┌─ Records supplied

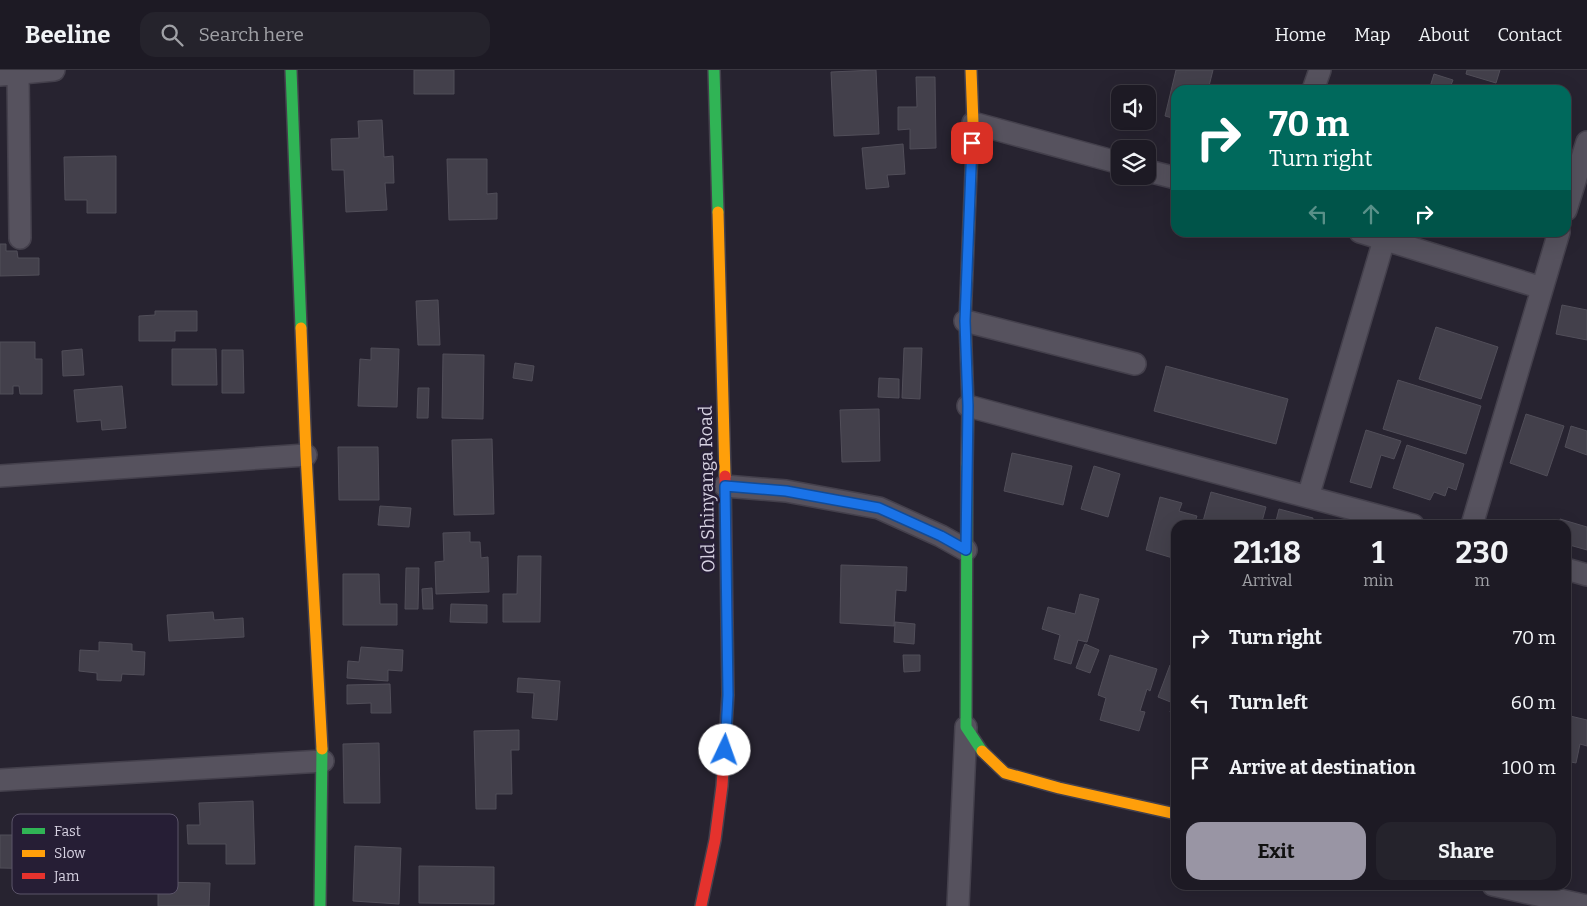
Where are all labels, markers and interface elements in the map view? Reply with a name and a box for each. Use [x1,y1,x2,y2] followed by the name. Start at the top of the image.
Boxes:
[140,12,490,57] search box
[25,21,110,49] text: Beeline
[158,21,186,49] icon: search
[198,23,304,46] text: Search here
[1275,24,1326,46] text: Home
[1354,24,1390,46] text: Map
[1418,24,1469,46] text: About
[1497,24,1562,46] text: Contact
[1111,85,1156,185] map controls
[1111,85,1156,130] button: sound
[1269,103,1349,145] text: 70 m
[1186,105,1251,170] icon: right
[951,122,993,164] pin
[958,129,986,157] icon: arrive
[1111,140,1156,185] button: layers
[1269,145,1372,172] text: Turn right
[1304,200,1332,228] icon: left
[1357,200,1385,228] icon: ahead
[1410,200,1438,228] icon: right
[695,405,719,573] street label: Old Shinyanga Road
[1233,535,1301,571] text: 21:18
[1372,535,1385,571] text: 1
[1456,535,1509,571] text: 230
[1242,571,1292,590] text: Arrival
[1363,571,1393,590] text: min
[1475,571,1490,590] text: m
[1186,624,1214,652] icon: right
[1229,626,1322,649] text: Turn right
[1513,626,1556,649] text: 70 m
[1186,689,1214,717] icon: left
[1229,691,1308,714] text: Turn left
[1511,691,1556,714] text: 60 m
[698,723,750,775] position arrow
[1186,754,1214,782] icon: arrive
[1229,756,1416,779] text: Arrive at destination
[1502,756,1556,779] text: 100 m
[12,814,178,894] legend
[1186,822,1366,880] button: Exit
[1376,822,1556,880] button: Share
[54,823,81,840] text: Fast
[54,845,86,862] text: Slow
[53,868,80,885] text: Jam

└─
┌─ Records supplied

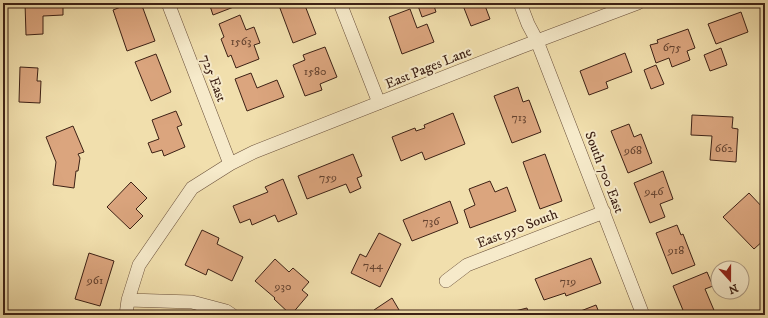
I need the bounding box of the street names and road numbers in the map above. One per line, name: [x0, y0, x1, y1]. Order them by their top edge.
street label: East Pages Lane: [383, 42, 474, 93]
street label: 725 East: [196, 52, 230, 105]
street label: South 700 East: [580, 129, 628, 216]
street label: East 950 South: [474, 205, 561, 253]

└─
┌─ Records supplied

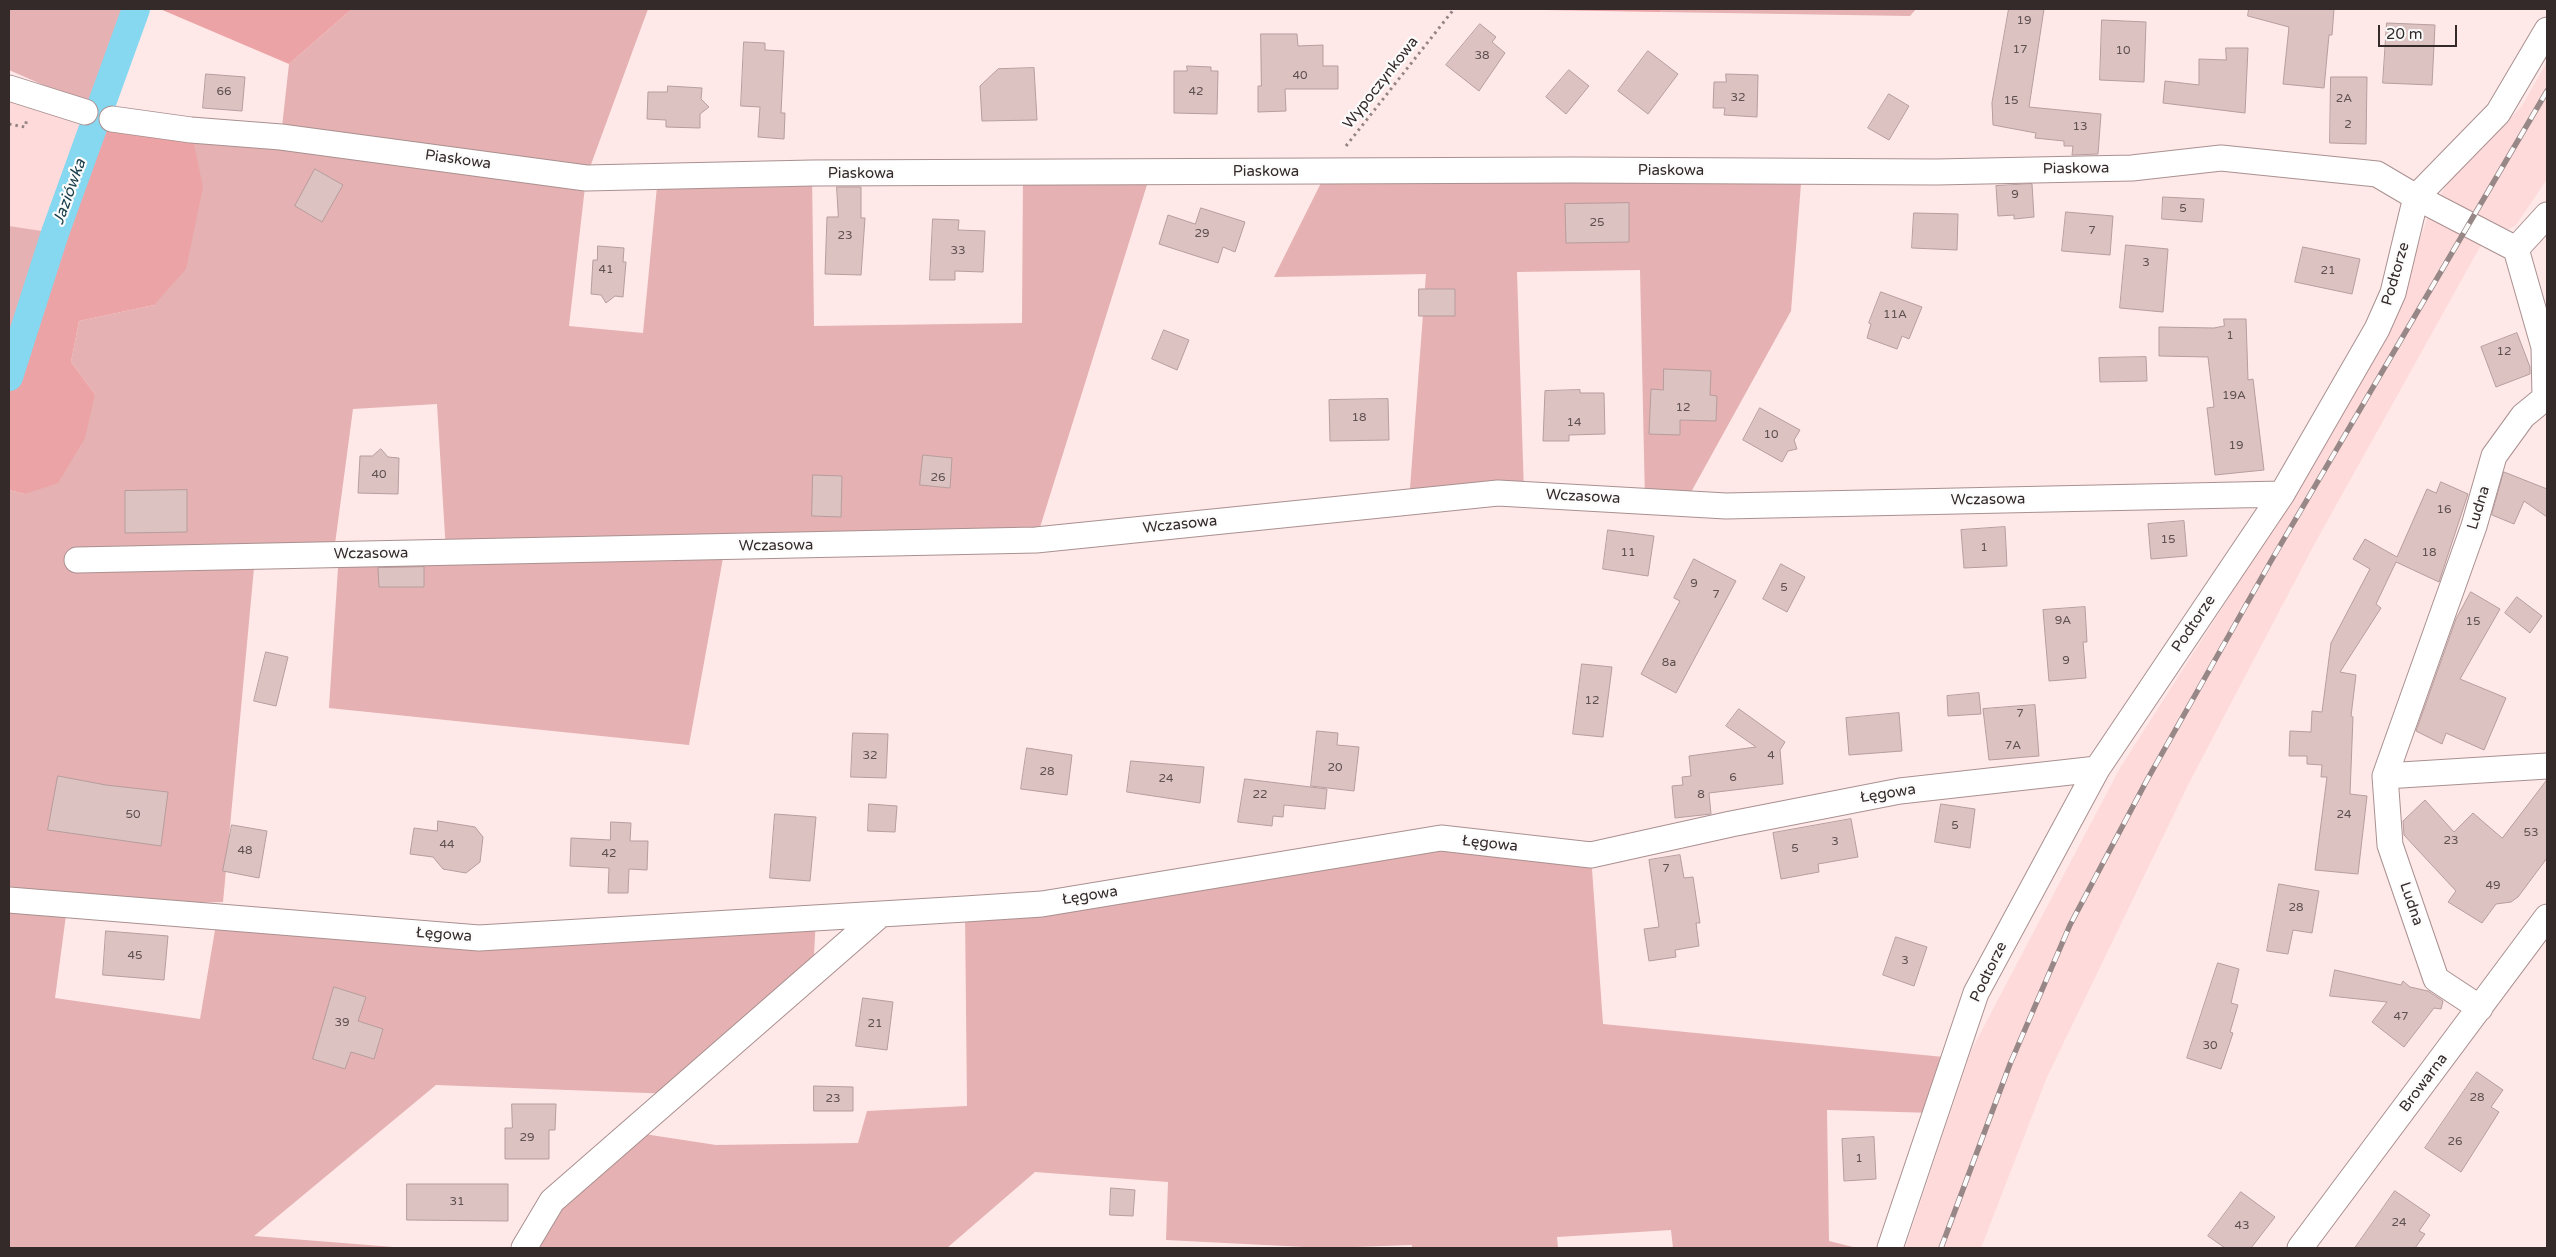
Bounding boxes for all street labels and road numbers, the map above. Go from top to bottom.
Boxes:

└─

## Exercise requirements
Number of lines above containing "labels": state it and nothing else.

## Output for this task
2